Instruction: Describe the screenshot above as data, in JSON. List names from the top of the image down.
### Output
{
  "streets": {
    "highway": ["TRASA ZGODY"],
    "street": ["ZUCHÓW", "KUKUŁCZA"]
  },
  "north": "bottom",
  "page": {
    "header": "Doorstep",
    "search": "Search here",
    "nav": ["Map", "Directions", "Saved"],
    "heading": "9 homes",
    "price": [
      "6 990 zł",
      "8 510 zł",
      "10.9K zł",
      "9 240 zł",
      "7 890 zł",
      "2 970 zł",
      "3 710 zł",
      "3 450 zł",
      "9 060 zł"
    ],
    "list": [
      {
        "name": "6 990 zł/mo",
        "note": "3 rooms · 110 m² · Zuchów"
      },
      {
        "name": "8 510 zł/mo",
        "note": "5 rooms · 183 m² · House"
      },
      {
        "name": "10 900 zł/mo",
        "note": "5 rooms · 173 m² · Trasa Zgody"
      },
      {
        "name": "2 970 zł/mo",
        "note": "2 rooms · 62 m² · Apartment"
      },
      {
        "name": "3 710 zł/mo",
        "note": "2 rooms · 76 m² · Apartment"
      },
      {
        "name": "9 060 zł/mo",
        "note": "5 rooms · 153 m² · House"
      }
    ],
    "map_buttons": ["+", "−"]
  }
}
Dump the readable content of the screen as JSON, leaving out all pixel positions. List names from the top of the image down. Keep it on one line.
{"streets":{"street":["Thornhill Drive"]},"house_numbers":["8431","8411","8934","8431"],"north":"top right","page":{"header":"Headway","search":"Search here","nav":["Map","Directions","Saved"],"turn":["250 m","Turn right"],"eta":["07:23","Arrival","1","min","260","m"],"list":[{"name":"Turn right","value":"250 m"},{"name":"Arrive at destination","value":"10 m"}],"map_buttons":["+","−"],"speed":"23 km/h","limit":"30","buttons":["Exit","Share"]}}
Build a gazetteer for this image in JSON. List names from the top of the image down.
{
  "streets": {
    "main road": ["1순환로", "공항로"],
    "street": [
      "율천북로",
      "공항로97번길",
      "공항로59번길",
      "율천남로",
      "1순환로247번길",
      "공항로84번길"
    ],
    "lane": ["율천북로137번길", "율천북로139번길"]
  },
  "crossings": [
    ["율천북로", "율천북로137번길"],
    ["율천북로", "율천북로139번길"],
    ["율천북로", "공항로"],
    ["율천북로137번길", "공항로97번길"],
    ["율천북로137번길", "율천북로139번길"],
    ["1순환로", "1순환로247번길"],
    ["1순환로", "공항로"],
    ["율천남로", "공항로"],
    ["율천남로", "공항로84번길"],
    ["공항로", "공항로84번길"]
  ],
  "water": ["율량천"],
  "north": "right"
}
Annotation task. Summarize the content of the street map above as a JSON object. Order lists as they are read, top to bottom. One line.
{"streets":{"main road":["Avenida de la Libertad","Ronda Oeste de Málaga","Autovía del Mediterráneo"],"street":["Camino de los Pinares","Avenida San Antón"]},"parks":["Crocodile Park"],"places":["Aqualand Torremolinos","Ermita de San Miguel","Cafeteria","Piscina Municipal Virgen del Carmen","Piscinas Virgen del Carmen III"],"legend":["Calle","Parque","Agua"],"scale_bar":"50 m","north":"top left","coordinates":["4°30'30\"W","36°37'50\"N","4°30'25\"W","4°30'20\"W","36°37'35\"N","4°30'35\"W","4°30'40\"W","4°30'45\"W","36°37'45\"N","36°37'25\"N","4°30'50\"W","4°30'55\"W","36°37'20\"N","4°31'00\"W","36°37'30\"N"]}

▶ _Task statement_
A verbatim copy of the lines from the one with "Build a gazetteer" to the end of the listing is the whole answer.

▶ _Output of the task_
Build a gazetteer for this image in JSON. List names from the top of the image down.
{
  "streets": {
    "main road": ["1순환로", "공항로"],
    "street": [
      "율천북로",
      "공항로97번길",
      "공항로59번길",
      "율천남로",
      "1순환로247번길",
      "공항로84번길"
    ],
    "lane": ["율천북로137번길", "율천북로139번길"]
  },
  "crossings": [
    ["율천북로", "율천북로137번길"],
    ["율천북로", "율천북로139번길"],
    ["율천북로", "공항로"],
    ["율천북로137번길", "공항로97번길"],
    ["율천북로137번길", "율천북로139번길"],
    ["1순환로", "1순환로247번길"],
    ["1순환로", "공항로"],
    ["율천남로", "공항로"],
    ["율천남로", "공항로84번길"],
    ["공항로", "공항로84번길"]
  ],
  "water": ["율량천"],
  "north": "right"
}
Annotation task. Summarize the content of the street map above as a JSON object. Order lists as they are read, top to bottom. One line.
{"streets":{"main road":["Avenida de la Libertad","Ronda Oeste de Málaga","Autovía del Mediterráneo"],"street":["Camino de los Pinares","Avenida San Antón"]},"parks":["Crocodile Park"],"places":["Aqualand Torremolinos","Ermita de San Miguel","Cafeteria","Piscina Municipal Virgen del Carmen","Piscinas Virgen del Carmen III"],"legend":["Calle","Parque","Agua"],"scale_bar":"50 m","north":"top left","coordinates":["4°30'30\"W","36°37'50\"N","4°30'25\"W","4°30'20\"W","36°37'35\"N","4°30'35\"W","4°30'40\"W","4°30'45\"W","36°37'45\"N","36°37'25\"N","4°30'50\"W","4°30'55\"W","36°37'20\"N","4°31'00\"W","36°37'30\"N"]}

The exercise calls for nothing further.